To punish the mortal's cruelty and to avenge the crime, Zeus turned him into a beast: and yet, even as he fled to the countryside, the king’s eyes were still aflame with bloodlust and ferocity.
Such was the punishment for the king who dared challenge the gods.
…He tried to speak, but his voice broke into an echoing howl. His ravening soul infected his jaws; his murderous longings were turned on the cattle; he still was possessed by bloodlust. His garments were changed to a shaggy coat and his arms into legs.

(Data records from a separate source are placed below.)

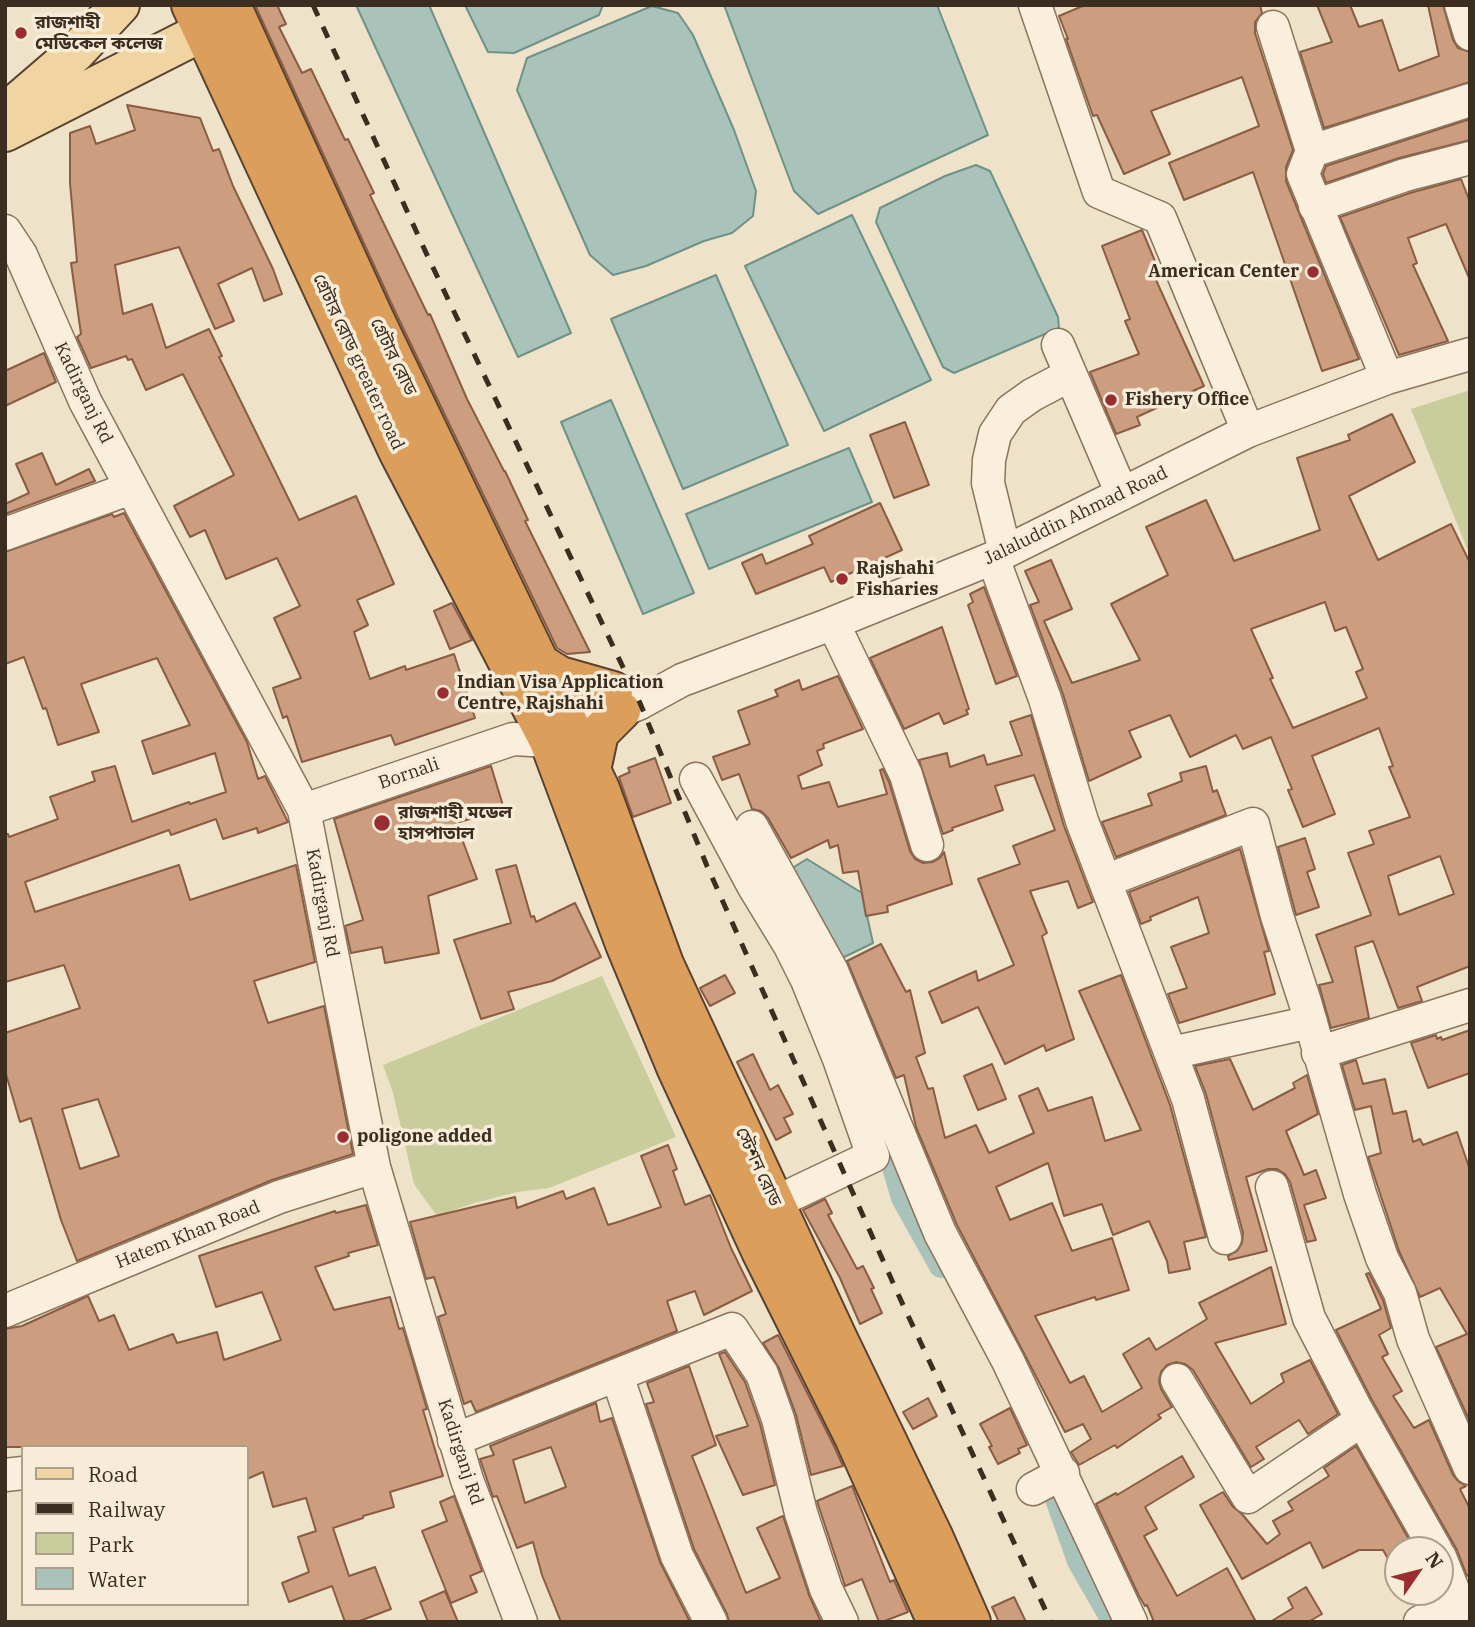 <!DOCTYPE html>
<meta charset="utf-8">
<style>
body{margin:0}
#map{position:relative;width:1475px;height:1627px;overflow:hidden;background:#eee2c8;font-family:"IBM Plex Serif",serif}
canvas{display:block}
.frame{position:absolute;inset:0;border:7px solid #3b2d20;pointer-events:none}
.legend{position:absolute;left:21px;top:1445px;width:228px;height:161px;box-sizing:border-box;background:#f6ecd8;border:2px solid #aba08e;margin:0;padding:9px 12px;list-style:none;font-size:21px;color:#3b2d20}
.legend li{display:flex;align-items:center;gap:14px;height:35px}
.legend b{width:35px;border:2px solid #aba08e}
.north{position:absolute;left:1384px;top:1536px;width:70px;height:70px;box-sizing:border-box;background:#f6ecd8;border:2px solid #aba08e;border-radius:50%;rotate:55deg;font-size:19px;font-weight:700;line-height:28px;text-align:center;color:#3b2d20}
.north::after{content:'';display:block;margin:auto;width:24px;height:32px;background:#9a2d31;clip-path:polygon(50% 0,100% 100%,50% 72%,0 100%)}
</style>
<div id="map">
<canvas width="1475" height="1627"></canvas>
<div class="frame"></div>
<ul class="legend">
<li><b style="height:9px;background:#f0d5a2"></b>Road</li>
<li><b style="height:9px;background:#3b2d20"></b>Railway</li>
<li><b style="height:19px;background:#c9cd9c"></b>Park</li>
<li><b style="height:19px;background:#a9c3ba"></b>Water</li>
</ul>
<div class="north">N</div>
</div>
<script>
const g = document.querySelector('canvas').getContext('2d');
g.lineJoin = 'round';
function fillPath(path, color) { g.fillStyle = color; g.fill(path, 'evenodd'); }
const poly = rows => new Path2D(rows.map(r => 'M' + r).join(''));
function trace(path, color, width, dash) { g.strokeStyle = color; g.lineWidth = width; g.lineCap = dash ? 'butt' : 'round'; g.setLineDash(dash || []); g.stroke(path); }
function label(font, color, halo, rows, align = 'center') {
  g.font = font + ' "IBM Plex Serif","Noto Sans Bengali",serif'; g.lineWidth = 7; g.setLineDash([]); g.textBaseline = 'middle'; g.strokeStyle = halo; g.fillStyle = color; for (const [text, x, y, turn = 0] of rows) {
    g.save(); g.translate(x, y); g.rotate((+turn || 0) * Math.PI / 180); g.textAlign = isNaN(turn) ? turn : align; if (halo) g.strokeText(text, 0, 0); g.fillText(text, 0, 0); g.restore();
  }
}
const green = poly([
 [1470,390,1470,556,1411,409],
 [602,976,676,1137,549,1188,517,1192,471,1204,437,1216,414,1184,393,1093,383,1065]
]);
const water = poly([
 [356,5,429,5,571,333,518,357,356,5],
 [465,5,603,5,599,15,514,53,488,52,465,5],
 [724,5,937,5,988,135,818,214,794,191,724,5],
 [652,6,678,13,693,35,734,130,756,191,753,216,732,233,704,241,646,266,613,275,590,255,517,90,527,58,652,6],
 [976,165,990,171,1058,317,1059,328,954,373,943,367,876,222,880,208,945,176,976,165],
 [852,215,931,380,824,431,745,266,852,215],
 [716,275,788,445,683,489,611,319,716,275],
 [611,400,694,593,643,614,561,422,611,400],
 [849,448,872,502,709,569,686,514,849,448],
 [807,859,862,893,873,943,834,962,784,873,807,859]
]);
const canal = poly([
 [879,1116,903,1198,941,1266],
 [1051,1482,1079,1561,1114,1622]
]);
const building = poly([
 [255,5,277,5,286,24,279,27,302,73,311,69,345,140,348,139,374,193,370,195,428,315,430,314,467,399,504,471,505,471,528,520,525,521,590,652,567,654,557,648,394,309,255,5],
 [1085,5,1260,5,1262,13,1255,22,1255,33,1293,150,1286,167,1286,181,1359,359,1322,371,1253,172,1184,200,1169,163,1259,126,1242,77,1151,111,1170,154,1124,174,1097,115,1093,116,1066,39,1068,39,1059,16,1085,5],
 [1317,5,1350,5,1359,27,1382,20,1399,71,1439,56,1428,5,1443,5,1453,40,1458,48,1470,52,1470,82,1324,128,1300,52,1332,42,1317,5],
 [127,105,200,118,213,151,219,149,233,186,273,269,282,294,264,301,252,268,218,284,234,321,215,329,179,247,115,265,123,314,152,304,166,348,209,329,222,356,219,357,299,520,356,496,394,584,357,600,368,625,354,632,370,679,405,666,406,670,454,654,475,718,395,745,391,735,302,762,287,716,283,718,273,688,301,678,274,618,300,606,277,558,226,579,205,530,190,537,174,506,234,475,183,374,146,390,132,359,128,360,126,356,91,368,77,337,81,334,71,263,77,262,70,183,70,133,90,126,96,144,135,130,127,105],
 [1470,119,1470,140,1399,158,1326,183,1323,174,1326,166,1470,119],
 [1461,179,1470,202,1470,280,1446,224,1408,238,1417,263,1413,265,1448,341,1399,355,1340,217,1410,193,1461,179],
 [1142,230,1162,278,1156,280,1204,386,1137,417,1140,425,1116,434,1090,372,1139,354,1125,321,1130,319,1102,246,1142,230],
 [44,353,56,382,5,406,5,371,44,353],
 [1392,414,1415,462,1349,496,1378,560,1451,524,1470,563,1470,966,1417,987,1422,1001,1398,1008,1373,941,1355,947,1369,1018,1331,1028,1319,985,1333,982,1316,935,1371,915,1348,853,1374,844,1369,831,1410,817,1389,767,1393,766,1379,728,1312,756,1335,814,1303,827,1288,790,1292,789,1271,737,1243,749,1236,735,1190,757,1170,715,1129,731,1141,757,1089,781,1063,694,1030,605,1039,602,1025,571,1051,560,1072,609,1044,621,1072,683,1140,660,1111,604,1168,575,1146,527,1206,500,1234,561,1320,530,1297,458,1350,440,1348,435,1392,414],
 [1325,602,1335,631,1346,627,1363,669,1356,672,1367,698,1293,728,1270,679,1273,678,1251,629,1325,602],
 [1440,856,1454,894,1399,915,1388,876,1440,856],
 [905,422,929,485,894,498,870,435,905,422],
 [42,453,56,485,89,469,95,481,5,514,5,504,29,493,16,464,42,453],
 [880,503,902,550,831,582,824,567,756,594,742,563,762,554,766,564,813,544,809,536,880,503],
 [124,513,247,742,258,779,265,776,288,822,258,833,257,828,223,839,216,819,171,835,169,830,25,882,35,912,179,865,190,900,296,865,315,962,254,981,268,1023,324,1006,353,1154,272,1180,77,1261,61,1220,31,1118,20,1122,5,1071,5,1033,80,1008,64,965,5,982,5,834,8,834,9,837,58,819,50,797,95,781,92,772,115,766,132,822,189,802,190,804,226,792,215,753,153,774,142,741,190,725,157,658,81,684,99,732,58,745,46,708,43,709,24,657,5,664,5,552,112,514,114,517,124,513],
 [98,1099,119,1156,80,1169,62,1109,98,1099],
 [984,587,1017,676,996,684,968,605,973,602,970,594,984,587],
 [452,603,472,640,450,649,434,611,452,603],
 [942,627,969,709,966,710,968,714,944,724,939,713,904,729,870,658,942,627],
 [838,676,863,729,823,744,824,748,817,751,822,765,798,776,802,789,829,782,838,807,887,794,880,770,883,769,889,782,910,851,915,859,923,863,933,862,940,858,944,852,952,884,887,906,888,912,866,916,858,871,843,873,838,845,830,848,828,840,791,858,768,818,761,811,752,809,739,774,722,780,713,757,750,744,738,711,778,696,775,690,799,680,802,690,838,676],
 [1031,715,1064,826,1093,902,1078,908,1068,881,1030,891,1047,933,1042,936,1074,1039,1046,1051,1044,1045,1005,1064,978,1007,942,1023,929,992,976,971,978,981,1014,965,978,879,1020,864,1013,846,1055,830,1034,775,995,786,1003,810,952,828,953,830,943,834,919,760,947,753,950,767,984,755,987,765,1022,755,1010,722,1031,715],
 [655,758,671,803,633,817,619,777,630,772,628,768,655,758],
 [491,766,504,809,456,823,477,879,428,896,439,953,385,963,382,947,351,953,345,926,363,920,334,819,491,766],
 [1206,766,1213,792,1217,790,1226,815,1116,857,1102,822,1152,805,1148,794,1182,781,1180,773,1206,766],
 [1305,838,1315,869,1307,872,1319,907,1296,915,1278,847,1305,838],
 [1240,849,1269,951,1264,952,1275,994,1179,1023,1168,994,1187,988,1171,947,1209,933,1198,897,1150,917,1151,920,1141,924,1129,892,1240,849],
 [516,865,531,917,534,916,536,922,575,903,601,957,552,981,508,992,514,1009,481,1019,454,940,511,923,496,870,516,865],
 [881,944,906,992,910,990,925,1053,916,1057,928,1089,933,1088,945,1138,976,1125,989,1153,1034,1133,1019,1096,1038,1088,1048,1111,1092,1097,1105,1141,1141,1130,1079,991,1121,975,1170,1105,1206,1237,1184,1242,1190,1269,1169,1273,1167,1261,1149,1221,1113,1235,1102,1204,1064,1216,1048,1163,996,1187,1010,1220,1052,1203,1072,1251,1112,1238,1129,1290,1096,1300,1095,1297,1035,1316,1070,1383,1084,1376,1102,1412,1142,1388,1123,1354,1149,1338,1156,1350,1207,1319,1199,1303,1271,1267,1286,1324,1215,1343,1251,1404,1284,1382,1281,1374,1310,1360,1338,1414,1308,1434,1299,1420,1256,1447,1264,1459,1251,1467,1193,1370,1185,1364,1176,1362,1167,1365,1161,1372,1159,1381,1161,1389,1172,1407,1158,1415,1161,1418,1117,1448,1115,1445,1079,1465,1071,1452,1091,1439,1083,1424,1065,1432,957,1225,916,1127,904,1075,896,1078,847,961,881,944],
 [725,975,735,993,710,1006,700,988,725,975],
 [1470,1030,1470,1073,1428,1088,1411,1043,1436,1035,1437,1039,1441,1037,1442,1040,1470,1030],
 [753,1054,770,1090,778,1085,793,1114,784,1118,791,1132,776,1140,737,1062,753,1054],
 [1230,1059,1253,1110,1295,1088,1293,1083,1307,1075,1318,1114,1286,1131,1304,1175,1316,1170,1326,1198,1304,1205,1316,1240,1307,1242,1290,1182,1285,1174,1277,1169,1268,1169,1246,1177,1267,1251,1229,1260,1228,1256,1237,1251,1242,1243,1243,1233,1206,1094,1195,1066,1230,1059],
 [1356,1060,1363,1084,1385,1079,1393,1114,1406,1111,1413,1142,1420,1139,1423,1145,1457,1132,1470,1170,1470,1422,1436,1347,1467,1334,1440,1288,1420,1297,1399,1251,1368,1157,1381,1153,1371,1106,1355,1110,1342,1065,1356,1060],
 [992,1064,1006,1099,978,1110,964,1076,992,1064],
 [668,1145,677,1169,673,1171,685,1205,710,1195,731,1248,752,1291,704,1315,695,1291,667,1301,677,1331,476,1412,471,1401,464,1404,438,1317,446,1314,434,1277,426,1279,410,1222,515,1197,517,1208,563,1191,566,1199,594,1188,608,1225,621,1221,661,1207,641,1156,668,1145],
 [825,1199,832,1213,828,1215,857,1269,863,1266,874,1288,871,1289,882,1313,860,1324,840,1278,803,1210,825,1199],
 [366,1205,378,1245,348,1253,349,1256,315,1267,334,1310,390,1297,399,1329,403,1328,427,1409,423,1410,443,1476,390,1492,394,1507,363,1516,363,1518,333,1528,349,1576,375,1567,391,1609,357,1622,345,1622,332,1586,289,1602,282,1583,309,1572,298,1537,316,1531,306,1498,273,1507,263,1472,247,1479,247,1447,5,1447,5,1329,22,1326,88,1296,99,1321,114,1315,129,1350,173,1334,177,1343,217,1332,224,1360,281,1340,262,1292,216,1307,199,1256,335,1211,336,1213,366,1205],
 [1369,1273,1383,1300,1391,1328,1379,1335,1388,1354,1382,1357,1402,1391,1393,1396,1414,1428,1429,1420,1453,1475,1459,1482,1466,1486,1460,1489,1470,1509,1470,1574,1467,1576,1457,1550,1372,1400,1336,1330,1381,1309,1366,1274,1369,1273],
 [778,1335,833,1444,843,1466,811,1475,796,1415,779,1368,763,1343,778,1335],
 [725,1352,745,1382,760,1424,775,1485,743,1495,716,1436,748,1426,719,1354,725,1352],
 [689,1366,716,1445,692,1456,746,1593,780,1578,757,1528,783,1516,809,1595,821,1622,729,1622,727,1614,694,1549,646,1404,654,1402,647,1383,689,1366],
 [928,1398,937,1416,913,1429,903,1412,928,1398],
 [596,1403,600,1422,612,1418,660,1562,690,1622,561,1622,542,1575,533,1542,517,1548,497,1496,493,1497,480,1459,494,1455,490,1446,596,1403],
 [551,1447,566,1487,525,1503,513,1460,551,1447],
 [1010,1408,1027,1445,1018,1449,1020,1453,998,1464,989,1447,992,1446,980,1424,1010,1408],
 [1356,1446,1415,1550,1398,1550,1398,1576,1383,1550,1359,1550,1323,1568,1310,1542,1242,1579,1200,1505,1223,1492,1233,1507,1242,1514,1267,1544,1280,1534,1273,1521,1293,1510,1288,1502,1329,1476,1324,1468,1356,1446],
 [1182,1456,1194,1477,1145,1507,1157,1529,1144,1536,1177,1596,1227,1568,1256,1622,1154,1622,1147,1605,1145,1606,1139,1596,1096,1504,1116,1493,1117,1495,1182,1456],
 [852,1486,890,1582,894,1580,908,1612,882,1622,879,1622,862,1579,845,1586,817,1501,852,1486],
 [454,1496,482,1571,470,1576,477,1592,451,1603,422,1531,447,1521,440,1502,454,1496],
 [1306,1587,1322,1614,1308,1622,1270,1622,1293,1608,1288,1598,1306,1587],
 [445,1591,458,1622,428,1622,420,1602,445,1591],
 [1014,1597,1026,1622,999,1622,992,1607,1014,1597]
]);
const minor = poly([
 [1035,5,1099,192,1160,218,1248,431],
 [1461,5,1470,34],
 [1273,27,1312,151,1303,174,1387,378],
 [1312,151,1470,100],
 [1315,206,1405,175,1470,158],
 [5,231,21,255,85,401,304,810,374,1167,467,1480,521,1622],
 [1058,345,1122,494],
 [5,534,131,488],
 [1005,552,988,483,989,460,995,434,1011,410,1032,395,1070,375],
 [993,558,1045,699,1082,821,1188,1099,1225,1238],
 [833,623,906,775,927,845],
 [696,779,754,887,790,946,807,980,839,1059,873,1156,774,1203],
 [304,810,513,739,549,741,640,703,682,680,823,627,993,558,1248,431,1387,378,1470,354],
 [752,827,832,971,940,1233,1008,1361,1131,1622],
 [1105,881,1253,824,1277,916,1305,1002,1360,1194,1382,1258,1400,1293,1413,1339,1470,1468],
 [1171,1053,1311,1022],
 [1318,1053,1470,1005],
 [1272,1187,1309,1318,1356,1409,1436,1550],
 [5,1311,279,1197,374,1167],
 [617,1375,677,1556,711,1622],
 [1177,1380,1248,1497,1362,1420],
 [454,1440,732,1329,762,1374,778,1419,801,1513,826,1589,842,1622],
 [5,1475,23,1473],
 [1033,1489,1063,1473],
 [1440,1557,1466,1622],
 [1420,1622,1459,1602]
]);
const major = poly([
 [5,113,76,52,120,5],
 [5,132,202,32]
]);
const highway = poly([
 [191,5,398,451,549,741,625,944,676,1067,761,1251,853,1435,937,1622],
 [231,5,374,318,600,789,664,964,837,1337,933,1536,971,1622],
 [539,663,560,676,613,691],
 [591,770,599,733,621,711]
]);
const rail = poly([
 [313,5,428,257,640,703,707,866,898,1294,1051,1622]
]);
const markers = [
 [21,33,7,"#9a2d31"],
 [1313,272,7,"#9a2d31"],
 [1111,400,7,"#9a2d31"],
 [842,579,7,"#9a2d31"],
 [443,693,7,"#9a2d31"],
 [382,823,9,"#9a2d31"],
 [343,1137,7,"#9a2d31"]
];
const poiNames = [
 ["রাজশাহী",35,23],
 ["মেডিকেল কলেজ",35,44],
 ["American Center",1299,272,"right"],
 ["Fishery Office",1125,400],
 ["Rajshahi",856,569],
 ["Fisharies",856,590],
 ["Indian Visa Application",457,683],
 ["Centre, Rajshahi",457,704],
 ["রাজশাহী মডেল",398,813],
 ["হাসপাতাল",398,834],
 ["poligone added",357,1137]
];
const streetNames = [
 ["গ্রেটার রোড",393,357,64],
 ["গ্রেটার রোড greater road",358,362,65],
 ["Kadirganj Rd",83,393,64],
 ["Jalaluddin Ahmad Road",1076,516,-26],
 ["Bornali",409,774,-19],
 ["Kadirganj Rd",322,903,79],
 ["স্টেশন রোড",758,1167,65],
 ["Hatem Khan Road",188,1235,-22],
 ["Kadirganj Rd",460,1452,72]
];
fillPath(green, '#c9cd9c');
fillPath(water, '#a9c3ba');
trace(water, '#6f9188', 2);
trace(canal, '#a9c3ba', 24);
fillPath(building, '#cc9d7f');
trace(building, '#8a5d43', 2);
trace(minor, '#8b745d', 35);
trace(major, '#594231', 42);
trace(highway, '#594231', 42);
trace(minor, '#f9efdc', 32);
trace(major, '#f0d5a2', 38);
trace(highway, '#dc9f5b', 38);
trace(rail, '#3b2d20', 5, [12, 12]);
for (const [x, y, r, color] of markers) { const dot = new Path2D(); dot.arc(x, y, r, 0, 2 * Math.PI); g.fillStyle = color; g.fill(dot); trace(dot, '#f6ecd8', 2.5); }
label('bold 18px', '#3b2d20', '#f6ecd8', poiNames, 'left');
label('18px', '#3b2d20', '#f6ecd8', streetNames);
</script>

He was now transformed into a wolf. - English translation of a passage from The Metamorphoses
Although the tale of King Lycaon has been often rearranged and present several differences between its many versions, the core of this myth laid the foundation for the concept of lycanthropy.
But it was the Roman Petronius, in a famous passage of the Satyricon, who first introduced another element that today we associate with werewolves: a man turning into a wolf as "the moon shone like high noon".
"He made a ring of water round his clothes and suddenly turned into a wolf," continues the passage.
Later, the full moon became explicitly linked with werewolf transformations.
The dichotomy between human and beastly impulses continued to fascinate, and the figure of men-wolves has persisted in folklore and literature through the ages.
The modern word ‘werewolf’ stems from an Old English term, ‘wer’ meaning ‘man’: the word were-wolf, hence, translates directly into man-wolf.
A similar idiom can be found in several other languages:
- the German werwulf
- the Italian lupo mannaro (from the Latin lupus hominarius)
- the French loup-garou
- the vargr in Icelandic (interestingly, the term vargr had a negative connotation also meaning "outlaw" or "monster," as opposed to the word "wolf")
The earliest usage of the word werewolf can be found in the Ecclesiastical Ordinances of King Cnut (also known as Canute).
The ruler of the Anglo-Scandinavian Empire (1016-1035) released two complementary law codes, today known as The Laws of Cnut.
These laws mention the presence of werewolves, although it is important to notice that they did not refer to the modern concept of a shapeshifting creature.
"Therefore must be the shepherds be very watchful," reads the section, "that the madly audacious werewolf do not too widely devastate, nor bite too many of the spiritual flock."
After that, several cases of werewolves have been reported all around the world: be it hysteria, medical conditions or whispers of magic, we can't but look back to Herodotus for that first, record-breaking, mention of man-wolves.